This plot is probably easiest in ggplot2, which supports it pretty seamlessly. Even with all the extra fiddling to attempt to exactly match the published plot, the code is pretty short.


In [8]:
library(ggplot2)

# this part is probably overkill..
# ggplot2 uses only the necessary decimal points on axis labels,
# but the target plot has 2 decimal places, so if we want to exactly match that
# we need a formatting function
fmt = function(x) { format(x, nsmall=2) }

# start the plot, identify the data and variables
plt = ggplot(dset2, aes(x=otaxon, y=aet)) +
        # split each x group out by tooth, with extra spacing (width), and no outliers
        geom_boxplot(aes(fill=tooth), width=0.5, outlier.shape=NA) +
        # manually set the colors to use and legend labels
        scale_fill_manual(values=barcols,
                          labels=keynames) + 
        # configure the y axis with
        #  - custom title
        #  - set the limits
        #  - and use the formatter created above to ensure 2 decimal places on tick labels
        scale_y_continuous(name="Average Enamel Thickness (mm)",
                           limits=c(0,3),
                           labels=fmt) +
        # add the group names directly below each set of box-and-whiskers
        annotate("text", x=xloc, y=yloc, label=groups, fontface=fontformat) +
        # change to simple theme (theme_bw = theme black & white)
        theme_bw() +
        # make more appearance changes
              # get rid of the grid
        theme(panel.grid=element_blank(),
              # change the size and add some spacing to the right of the y axis title
              axis.title.y=element_text(size=14, margin=margin(0,15,0,0)),
              # change the size of the y axis tick labels
              axis.text.y=element_text(size=12),
              # get rid of the x axis ticks
              axis.ticks.x=element_blank(),
              # get rid of the x axis tick labels
              axis.text.x=element_blank(),
              # get rid of the x axis title
              axis.title.x=element_blank(),
              # put the legend inside the plot area
              legend.position=c(0.8,0.9),
              # get rid of the legend title
              legend.title=element_blank(),
              # get rid of the boxes around the legend elements
              legend.key=element_blank())
            
plt


lattice

lattice also supports this kind of plot pretty seamlessly, but the way that it allows it is a little hard to wrap one's mind around.

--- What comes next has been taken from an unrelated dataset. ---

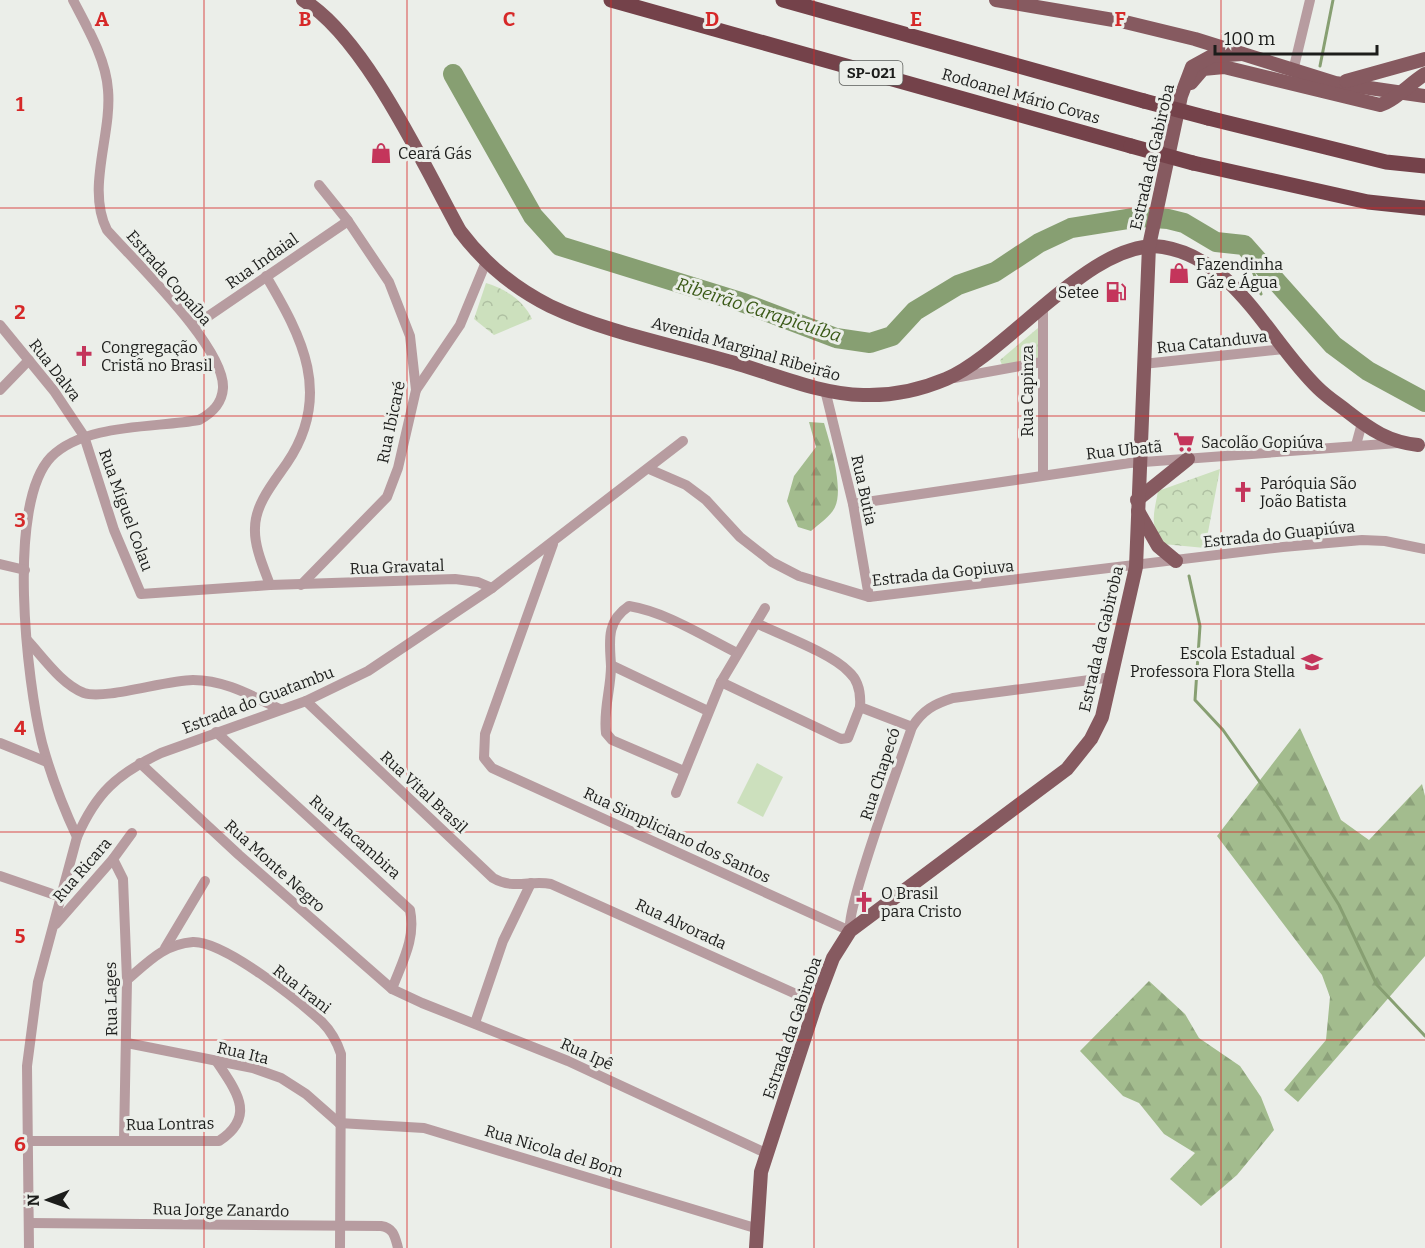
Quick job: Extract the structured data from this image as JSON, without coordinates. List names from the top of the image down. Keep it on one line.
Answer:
{"streets":{"highway":["SP-021","Rodoanel Mário Covas"],"main road":["Estrada da Gabiroba","Avenida Marginal Ribeirão"],"street":["Rua Indaial","Estrada Copaíba","Rua Catanduva","Rua Dalva","Rua Capinza","Rua Ibicaré","Rua Ubatã","Rua Butia","Rua Miguel Colau","Estrada do Guapiúva","Rua Gravatal","Estrada da Gopiuva","Estrada do Guatambu","Rua Chapecó","Rua Vital Brasil","Rua Simpliciano dos Santos","Rua Macambira","Rua Monte Negro","Rua Ricara","Rua Alvorada","Rua Irani","Rua Lages","Rua Ita","Rua Ipê","Rua Lontras","Rua Nicola del Bom","Rua Jorge Zanardo"]},"crossings":[["Estrada da Gabiroba","Rua Catanduva"],["Estrada da Gabiroba","Avenida Marginal Ribeirão"],["Estrada da Gabiroba","Rua Ubatã"],["Estrada da Gabiroba","Estrada do Guapiúva"],["Estrada da Gabiroba","Estrada da Gopiuva"],["Estrada da Gabiroba","Rua Chapecó"],["Estrada da Gabiroba","Rua Simpliciano dos Santos"],["Estrada da Gabiroba","Rua Alvorada"],["Estrada da Gabiroba","Rua Ipê"],["Estrada da Gabiroba","Rua Nicola del Bom"],["Rua Indaial","Estrada Copaíba"],["Rua Indaial","Rua Ibicaré"],["Estrada Copaíba","Rua Dalva"],["Estrada Copaíba","Rua Miguel Colau"],["Estrada Copaíba","Estrada do Guatambu"],["Avenida Marginal Ribeirão","Rua Capinza"],["Avenida Marginal Ribeirão","Rua Butia"],["Rua Dalva","Rua Miguel Colau"],["Rua Capinza","Rua Ubatã"],["Rua Ibicaré","Rua Gravatal"],["Rua Ubatã","Rua Butia"],["Rua Butia","Estrada da Gopiuva"],["Rua Miguel Colau","Rua Gravatal"],["Estrada do Guapiúva","Estrada da Gopiuva"],["Rua Gravatal","Estrada do Guatambu"],["Estrada da Gopiuva","Estrada do Guatambu"],["Estrada do Guatambu","Rua Vital Brasil"],["Estrada do Guatambu","Rua Simpliciano dos Santos"],["Estrada do Guatambu","Rua Macambira"],["Estrada do Guatambu","Rua Monte Negro"],["Estrada do Guatambu","Rua Ricara"],["Estrada do Guatambu","Rua Lontras"],["Estrada do Guatambu","Rua Jorge Zanardo"],["Rua Chapecó","Rua Simpliciano dos Santos"],["Rua Vital Brasil","Rua Alvorada"],["Rua Macambira","Rua Monte Negro"],["Rua Macambira","Rua Ipê"],["Rua Monte Negro","Rua Ipê"],["Rua Ricara","Rua Lages"],["Rua Irani","Rua Lages"],["Rua Irani","Rua Ita"],["Rua Irani","Rua Nicola del Bom"],["Rua Irani","Rua Jorge Zanardo"],["Rua Lages","Rua Ita"],["Rua Lages","Rua Lontras"],["Rua Ita","Rua Lontras"],["Rua Ita","Rua Nicola del Bom"]],"water":["Ribeirão Carapicuíba"],"places":{"shop":["Ceará Gás","Fazendinha Gáz e Água"],"fuel station":["Setee"],"church":["Congregação Cristã no Brasil","Paróquia São João Batista","O Brasil para Cristo"],"supermarket":["Sacolão Gopiúva"],"school or university":["Escola Estadual Professora Flora Stella"]},"scale_bar":"100 m","north":"left","grid":{"columns":["A","B","C","D","E","F"],"rows":["1","2","3","4","5","6"]}}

Basically, what lattice would generally like to do for this situation is do a series of smaller panels for each taxon or each tooth, but it is possible to tell it to instead layer those separate panels on top of each other (superpose).


In [9]:
library(lattice)

# specify the information for the key
key = list(points = list(
             pch = 22,                  # square with separate border and fill colors
             cex = 1.5,                 # make it a bit bigger than default
             col = "black",             # square border color
             fill=barcols),             # square fill color
           text = list(text=keynames,   # legend labels
                       cex=0.8),        # make them a bit smaller than default
           corner=c(0.9,0.95),          # put the key in the upper right corner
           padding=2)                   # add a little extra space between entries

# start plotting, separating out aet values by taxon from the data
bwplot(aet~otaxon, data=dset2, 
       # break down each taxon by tooth
       groups=tooth,
       # set the y axis label
       ylab=list(label="Average Enamel Thickness (mm)"),
       # set the y axis limits
       ylim=c(0,3),
       # don't show the outliers
       do.out=F,
       # use a line for the median marker in the bar rather than a point
       pch="|",
       # make each bar 1/5 the default width
       #  - this is necessary to fit 3 bars and some intergroup spacing into 
       #    the space where one bar would normally fit
       box.width=1/5,
       # do some customization of the plotting area
       panel = function(x,y,...) {
           # superpose indicates that we want to plot the different groups in the
           #   same panel, rather than splitting them across panels
           # also set the fill for the different groups (teeth)
           panel.superpose(x,y,fill=barcols,...)
           # then, for each taxon
           for (i in 1:ngroups) {
               # add the group name below where the bars for that group will be
               panel.text(xloc[i]-0.1, yloc[i], groups[i], cex=0.8, font=fontstyle[i])
           }
       },
       # customize the plotting of each tooth group
       panel.groups = function(x, y,..., group.number) { 
         # boxplots for each tooth, with the x values offset a bit so they don't overlap
         panel.bwplot(x + (group.number-2.5)/5, y, ...) 
       },
       # change the appearance of the box-and-whiskers to have
       # - black outlines on the box
       # - black, solid line whiskers
       par.settings = list(box.rectangle=list(col="black"),
                           box.umbrella=list(col="black", lty=1)),
       # don't draw x axis ticks, labels, or title
       scales = list(x=list(draw=FALSE)),
       # add the previously specified key
       key = key
)